Collected data

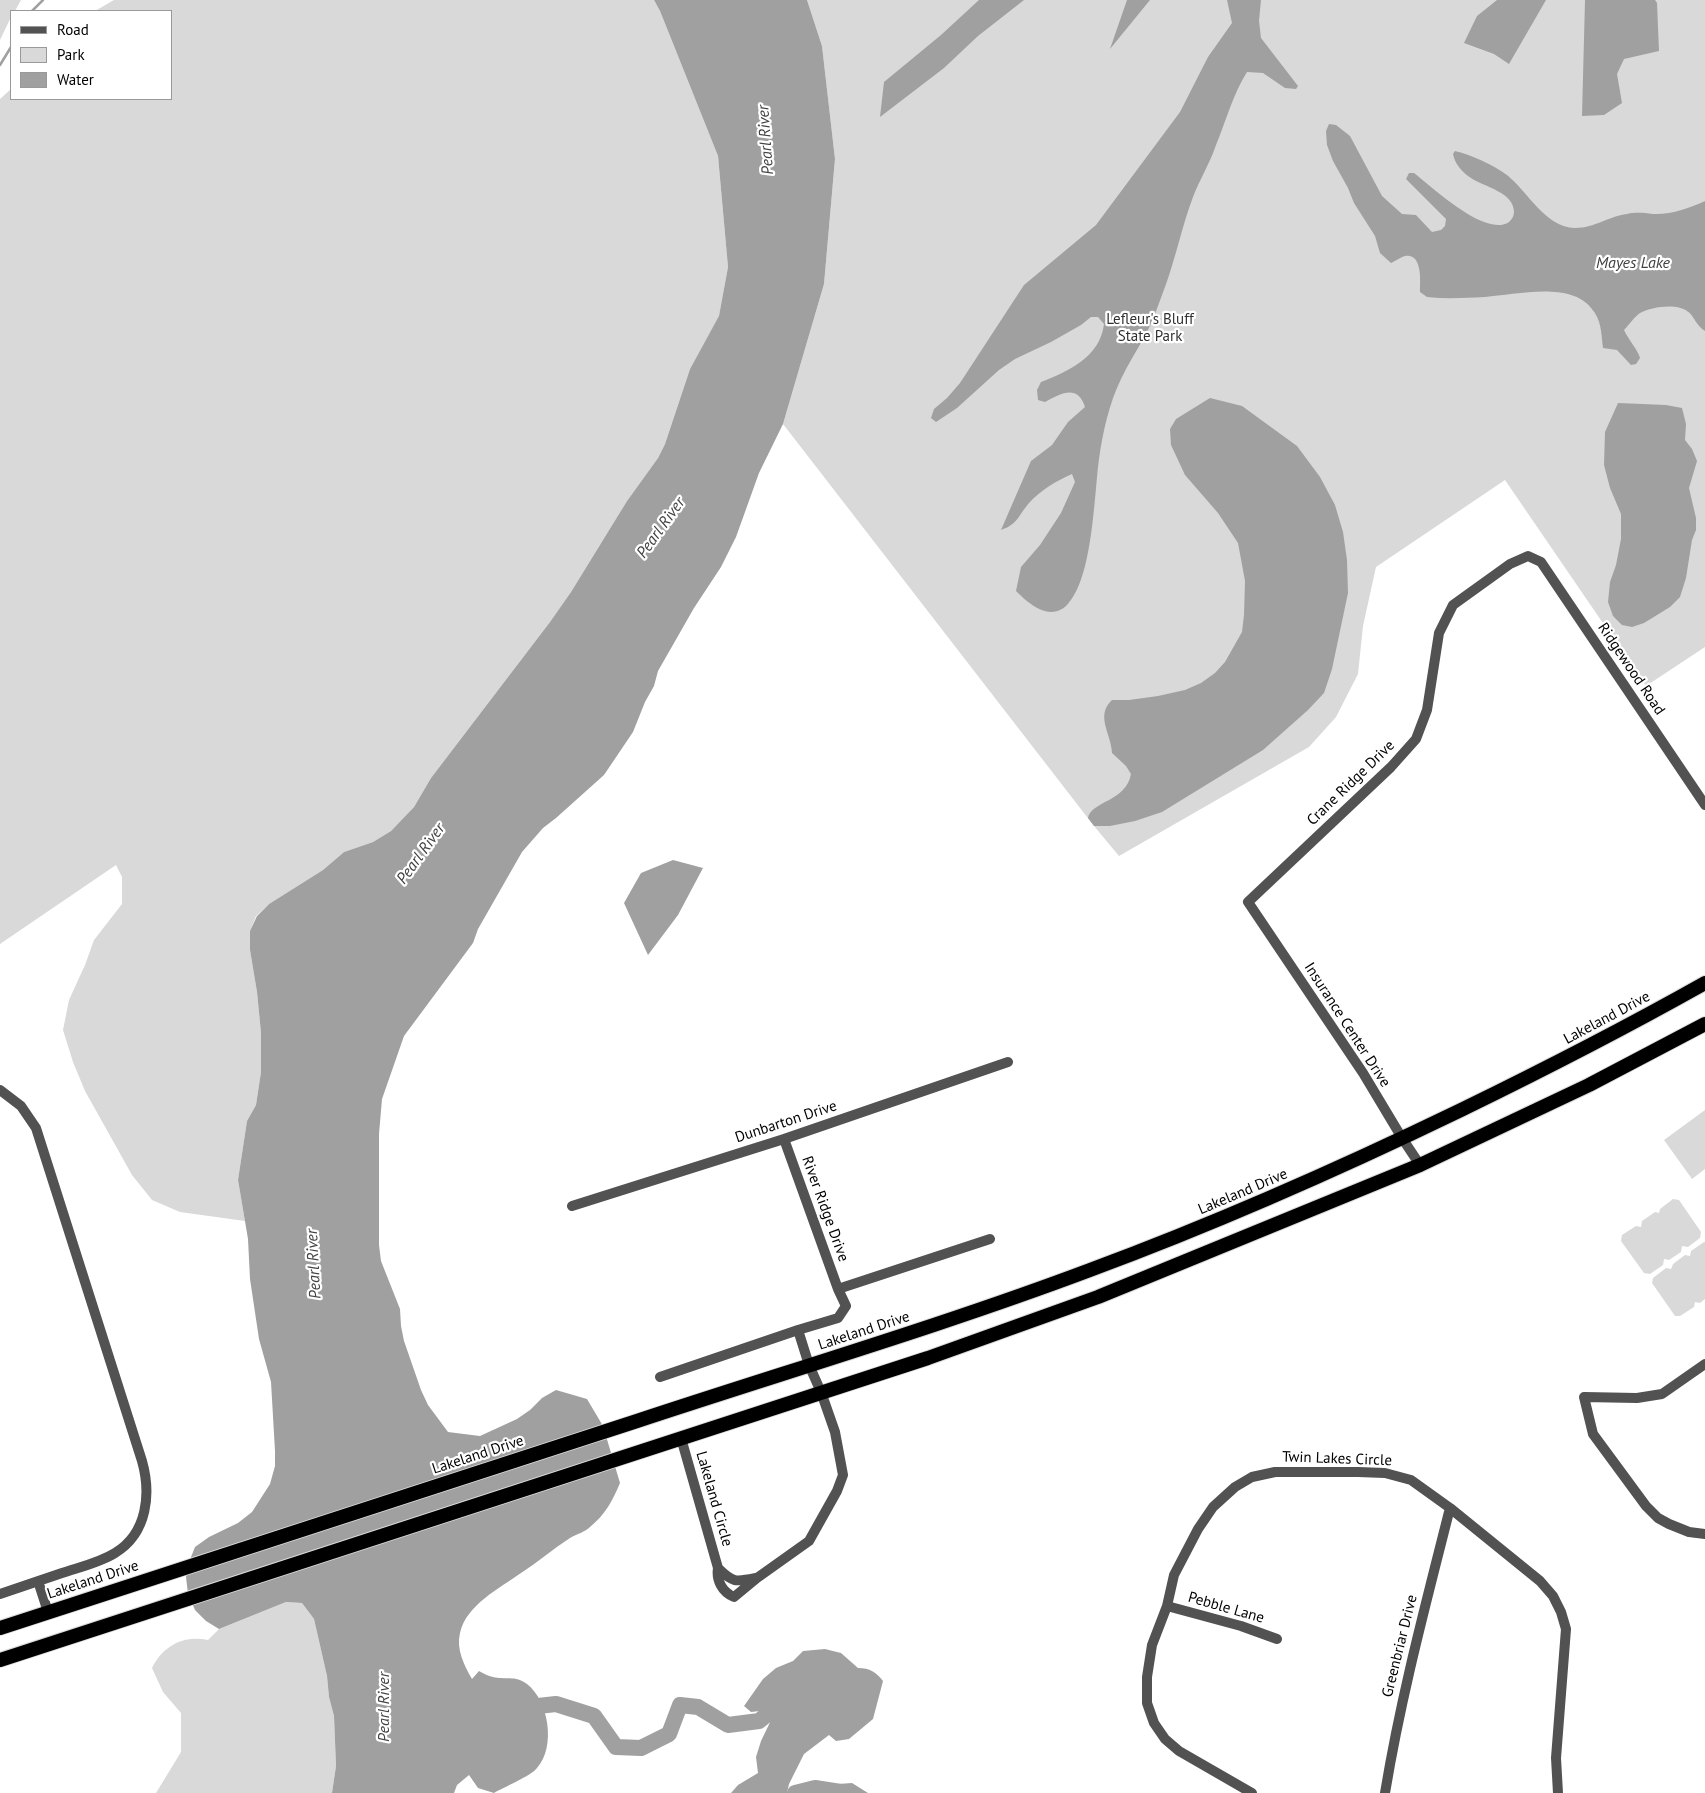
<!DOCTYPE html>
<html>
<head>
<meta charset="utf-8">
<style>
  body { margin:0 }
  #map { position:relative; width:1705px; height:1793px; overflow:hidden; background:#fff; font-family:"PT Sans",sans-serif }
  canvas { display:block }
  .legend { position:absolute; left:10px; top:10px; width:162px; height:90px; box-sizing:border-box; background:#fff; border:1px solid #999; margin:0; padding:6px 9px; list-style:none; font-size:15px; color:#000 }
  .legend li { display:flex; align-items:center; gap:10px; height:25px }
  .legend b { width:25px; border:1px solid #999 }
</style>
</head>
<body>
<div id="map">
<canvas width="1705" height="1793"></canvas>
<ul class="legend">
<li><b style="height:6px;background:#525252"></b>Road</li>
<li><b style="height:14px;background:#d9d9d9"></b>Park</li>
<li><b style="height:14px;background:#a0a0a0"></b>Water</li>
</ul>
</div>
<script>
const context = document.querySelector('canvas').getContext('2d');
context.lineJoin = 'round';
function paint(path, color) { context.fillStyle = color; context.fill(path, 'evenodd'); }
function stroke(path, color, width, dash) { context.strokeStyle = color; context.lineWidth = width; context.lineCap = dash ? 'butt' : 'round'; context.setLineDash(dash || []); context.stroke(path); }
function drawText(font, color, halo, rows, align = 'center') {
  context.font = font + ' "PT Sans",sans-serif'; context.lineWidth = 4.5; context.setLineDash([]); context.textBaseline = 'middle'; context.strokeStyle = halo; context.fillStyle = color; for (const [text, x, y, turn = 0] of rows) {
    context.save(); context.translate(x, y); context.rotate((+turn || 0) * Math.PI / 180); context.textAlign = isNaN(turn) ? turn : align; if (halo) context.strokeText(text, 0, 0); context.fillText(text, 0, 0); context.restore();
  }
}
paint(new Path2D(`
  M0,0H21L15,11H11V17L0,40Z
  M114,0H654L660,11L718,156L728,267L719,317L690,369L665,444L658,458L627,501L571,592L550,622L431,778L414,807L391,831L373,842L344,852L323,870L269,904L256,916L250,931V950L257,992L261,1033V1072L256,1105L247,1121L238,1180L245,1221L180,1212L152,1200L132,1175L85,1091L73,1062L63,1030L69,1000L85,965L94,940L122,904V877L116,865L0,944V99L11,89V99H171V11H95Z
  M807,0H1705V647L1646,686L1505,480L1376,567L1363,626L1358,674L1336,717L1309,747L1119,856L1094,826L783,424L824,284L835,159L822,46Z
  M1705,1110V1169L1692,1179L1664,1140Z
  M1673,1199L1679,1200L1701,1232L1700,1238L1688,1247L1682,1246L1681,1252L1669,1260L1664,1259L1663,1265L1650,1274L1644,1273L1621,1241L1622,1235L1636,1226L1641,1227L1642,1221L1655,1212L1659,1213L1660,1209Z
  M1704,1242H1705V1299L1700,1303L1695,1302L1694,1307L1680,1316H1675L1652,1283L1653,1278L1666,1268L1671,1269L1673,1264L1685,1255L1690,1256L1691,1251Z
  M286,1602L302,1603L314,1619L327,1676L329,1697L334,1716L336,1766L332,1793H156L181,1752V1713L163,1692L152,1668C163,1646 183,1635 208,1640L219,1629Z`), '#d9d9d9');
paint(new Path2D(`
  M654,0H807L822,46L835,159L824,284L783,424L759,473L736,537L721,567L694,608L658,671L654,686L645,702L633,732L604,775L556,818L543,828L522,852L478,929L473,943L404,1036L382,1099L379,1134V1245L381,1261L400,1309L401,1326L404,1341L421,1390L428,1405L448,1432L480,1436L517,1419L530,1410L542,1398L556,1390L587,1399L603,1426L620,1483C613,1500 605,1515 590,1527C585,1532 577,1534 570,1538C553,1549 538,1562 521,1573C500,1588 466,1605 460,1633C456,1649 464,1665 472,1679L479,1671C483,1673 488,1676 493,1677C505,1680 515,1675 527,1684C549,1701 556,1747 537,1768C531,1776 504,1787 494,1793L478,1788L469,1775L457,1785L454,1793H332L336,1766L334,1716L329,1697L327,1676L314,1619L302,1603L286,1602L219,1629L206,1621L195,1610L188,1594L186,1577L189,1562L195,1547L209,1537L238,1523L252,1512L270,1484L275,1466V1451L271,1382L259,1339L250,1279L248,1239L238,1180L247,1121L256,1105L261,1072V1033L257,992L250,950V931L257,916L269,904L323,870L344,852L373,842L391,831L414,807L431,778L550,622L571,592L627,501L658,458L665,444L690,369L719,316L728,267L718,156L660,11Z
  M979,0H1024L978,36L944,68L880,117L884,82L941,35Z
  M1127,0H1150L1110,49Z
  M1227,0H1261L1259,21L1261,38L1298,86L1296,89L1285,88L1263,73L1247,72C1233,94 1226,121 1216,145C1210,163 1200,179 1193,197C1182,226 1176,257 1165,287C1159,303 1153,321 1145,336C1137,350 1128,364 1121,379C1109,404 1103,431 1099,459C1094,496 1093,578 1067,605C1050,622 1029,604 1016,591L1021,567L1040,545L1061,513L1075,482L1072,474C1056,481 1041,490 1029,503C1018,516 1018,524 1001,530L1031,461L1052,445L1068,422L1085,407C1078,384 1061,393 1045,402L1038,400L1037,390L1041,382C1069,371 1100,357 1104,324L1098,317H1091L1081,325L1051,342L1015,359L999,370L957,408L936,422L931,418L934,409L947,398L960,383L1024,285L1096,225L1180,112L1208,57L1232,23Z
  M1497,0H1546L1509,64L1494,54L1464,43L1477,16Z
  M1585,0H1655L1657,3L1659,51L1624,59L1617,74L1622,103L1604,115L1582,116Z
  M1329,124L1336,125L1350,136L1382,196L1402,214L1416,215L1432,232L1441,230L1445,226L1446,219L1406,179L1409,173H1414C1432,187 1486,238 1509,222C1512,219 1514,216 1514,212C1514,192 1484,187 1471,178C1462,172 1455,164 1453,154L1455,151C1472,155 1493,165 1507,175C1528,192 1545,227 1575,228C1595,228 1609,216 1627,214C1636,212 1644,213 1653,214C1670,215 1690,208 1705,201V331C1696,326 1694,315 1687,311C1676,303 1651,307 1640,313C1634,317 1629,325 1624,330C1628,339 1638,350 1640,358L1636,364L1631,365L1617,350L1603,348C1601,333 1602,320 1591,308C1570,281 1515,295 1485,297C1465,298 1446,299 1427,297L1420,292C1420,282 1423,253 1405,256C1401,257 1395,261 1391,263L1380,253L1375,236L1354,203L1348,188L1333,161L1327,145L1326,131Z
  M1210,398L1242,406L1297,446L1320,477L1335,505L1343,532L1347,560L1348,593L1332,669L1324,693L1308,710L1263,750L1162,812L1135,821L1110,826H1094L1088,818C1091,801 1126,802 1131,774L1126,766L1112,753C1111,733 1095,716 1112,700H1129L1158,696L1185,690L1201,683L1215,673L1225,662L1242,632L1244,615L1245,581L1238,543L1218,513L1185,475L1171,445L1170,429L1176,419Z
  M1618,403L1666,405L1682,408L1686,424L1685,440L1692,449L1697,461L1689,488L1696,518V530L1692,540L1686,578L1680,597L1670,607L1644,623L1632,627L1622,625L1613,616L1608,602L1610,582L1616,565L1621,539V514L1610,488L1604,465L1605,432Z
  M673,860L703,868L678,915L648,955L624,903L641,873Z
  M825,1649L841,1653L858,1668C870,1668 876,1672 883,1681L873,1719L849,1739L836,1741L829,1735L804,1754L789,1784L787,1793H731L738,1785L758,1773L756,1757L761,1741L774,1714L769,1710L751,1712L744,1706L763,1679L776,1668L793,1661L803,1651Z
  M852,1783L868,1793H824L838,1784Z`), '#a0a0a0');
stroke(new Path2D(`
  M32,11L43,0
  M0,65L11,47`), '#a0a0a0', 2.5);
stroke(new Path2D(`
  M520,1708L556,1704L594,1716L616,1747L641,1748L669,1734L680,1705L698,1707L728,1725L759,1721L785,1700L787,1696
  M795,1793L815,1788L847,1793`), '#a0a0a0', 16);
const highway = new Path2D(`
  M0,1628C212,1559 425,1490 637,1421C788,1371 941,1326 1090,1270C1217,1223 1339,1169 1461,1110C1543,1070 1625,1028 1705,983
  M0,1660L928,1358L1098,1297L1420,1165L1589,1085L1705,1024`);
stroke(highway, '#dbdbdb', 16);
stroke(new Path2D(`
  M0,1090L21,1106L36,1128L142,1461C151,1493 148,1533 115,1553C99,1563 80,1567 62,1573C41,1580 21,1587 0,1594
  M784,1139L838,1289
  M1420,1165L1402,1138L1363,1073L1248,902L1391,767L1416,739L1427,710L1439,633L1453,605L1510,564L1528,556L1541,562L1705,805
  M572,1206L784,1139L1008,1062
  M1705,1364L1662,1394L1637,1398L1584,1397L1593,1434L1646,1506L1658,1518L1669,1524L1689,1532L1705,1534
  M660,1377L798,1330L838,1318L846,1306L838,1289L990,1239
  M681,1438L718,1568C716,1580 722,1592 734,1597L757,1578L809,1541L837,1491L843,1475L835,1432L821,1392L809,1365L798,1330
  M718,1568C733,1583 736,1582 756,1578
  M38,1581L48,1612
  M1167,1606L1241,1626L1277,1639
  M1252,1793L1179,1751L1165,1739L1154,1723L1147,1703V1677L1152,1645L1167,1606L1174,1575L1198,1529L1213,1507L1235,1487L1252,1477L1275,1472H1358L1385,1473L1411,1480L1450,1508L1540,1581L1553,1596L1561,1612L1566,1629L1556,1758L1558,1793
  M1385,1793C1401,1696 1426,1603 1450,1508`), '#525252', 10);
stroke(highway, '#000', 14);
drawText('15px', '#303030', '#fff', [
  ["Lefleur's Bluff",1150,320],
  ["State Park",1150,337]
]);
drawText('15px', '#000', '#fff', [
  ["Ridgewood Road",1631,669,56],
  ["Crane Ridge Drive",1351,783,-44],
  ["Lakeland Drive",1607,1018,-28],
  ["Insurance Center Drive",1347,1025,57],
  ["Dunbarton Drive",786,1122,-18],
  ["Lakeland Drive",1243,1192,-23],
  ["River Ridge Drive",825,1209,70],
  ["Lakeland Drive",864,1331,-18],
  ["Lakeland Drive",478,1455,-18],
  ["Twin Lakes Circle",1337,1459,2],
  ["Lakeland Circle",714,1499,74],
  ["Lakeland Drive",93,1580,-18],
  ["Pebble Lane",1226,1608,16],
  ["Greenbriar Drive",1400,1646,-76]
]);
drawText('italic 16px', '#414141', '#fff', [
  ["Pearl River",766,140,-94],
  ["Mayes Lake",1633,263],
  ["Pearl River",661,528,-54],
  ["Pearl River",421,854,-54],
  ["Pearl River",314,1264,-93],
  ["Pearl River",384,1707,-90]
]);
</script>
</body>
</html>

• Task objective: Read through the lines above and collect those that contain the string "display".

• Response for this exercise:
  canvas { display:block }
  .legend li { display:flex; align-items:center; gap:10px; height:25px }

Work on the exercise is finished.